◆ DATA FOR PROCESSING

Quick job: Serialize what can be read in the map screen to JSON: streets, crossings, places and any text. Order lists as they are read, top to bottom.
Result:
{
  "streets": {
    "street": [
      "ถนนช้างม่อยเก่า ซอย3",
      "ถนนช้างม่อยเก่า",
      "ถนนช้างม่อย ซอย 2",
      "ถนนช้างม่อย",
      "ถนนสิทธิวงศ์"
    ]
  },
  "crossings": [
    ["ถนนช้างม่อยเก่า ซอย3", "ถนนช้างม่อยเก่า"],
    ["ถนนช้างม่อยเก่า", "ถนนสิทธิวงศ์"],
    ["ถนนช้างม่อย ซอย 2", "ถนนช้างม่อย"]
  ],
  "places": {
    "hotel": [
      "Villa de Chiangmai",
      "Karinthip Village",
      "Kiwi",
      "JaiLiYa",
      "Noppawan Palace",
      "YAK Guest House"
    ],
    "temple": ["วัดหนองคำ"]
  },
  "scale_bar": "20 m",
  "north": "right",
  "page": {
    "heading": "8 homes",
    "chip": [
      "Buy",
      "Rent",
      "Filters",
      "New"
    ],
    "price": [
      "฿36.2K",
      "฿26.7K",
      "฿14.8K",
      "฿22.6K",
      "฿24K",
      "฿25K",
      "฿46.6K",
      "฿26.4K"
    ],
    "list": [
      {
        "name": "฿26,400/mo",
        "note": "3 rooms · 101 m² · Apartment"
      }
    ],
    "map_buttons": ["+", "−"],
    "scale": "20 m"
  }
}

◆ WHAT IS EXPECTED
All records shown above are to be reproduced without any alteration.

◆ EXERCISE RESPONSE
Quick job: Serialize what can be read in the map screen to JSON: streets, crossings, places and any text. Order lists as they are read, top to bottom.
Result:
{
  "streets": {
    "street": [
      "ถนนช้างม่อยเก่า ซอย3",
      "ถนนช้างม่อยเก่า",
      "ถนนช้างม่อย ซอย 2",
      "ถนนช้างม่อย",
      "ถนนสิทธิวงศ์"
    ]
  },
  "crossings": [
    ["ถนนช้างม่อยเก่า ซอย3", "ถนนช้างม่อยเก่า"],
    ["ถนนช้างม่อยเก่า", "ถนนสิทธิวงศ์"],
    ["ถนนช้างม่อย ซอย 2", "ถนนช้างม่อย"]
  ],
  "places": {
    "hotel": [
      "Villa de Chiangmai",
      "Karinthip Village",
      "Kiwi",
      "JaiLiYa",
      "Noppawan Palace",
      "YAK Guest House"
    ],
    "temple": ["วัดหนองคำ"]
  },
  "scale_bar": "20 m",
  "north": "right",
  "page": {
    "heading": "8 homes",
    "chip": [
      "Buy",
      "Rent",
      "Filters",
      "New"
    ],
    "price": [
      "฿36.2K",
      "฿26.7K",
      "฿14.8K",
      "฿22.6K",
      "฿24K",
      "฿25K",
      "฿46.6K",
      "฿26.4K"
    ],
    "list": [
      {
        "name": "฿26,400/mo",
        "note": "3 rooms · 101 m² · Apartment"
      }
    ],
    "map_buttons": ["+", "−"],
    "scale": "20 m"
  }
}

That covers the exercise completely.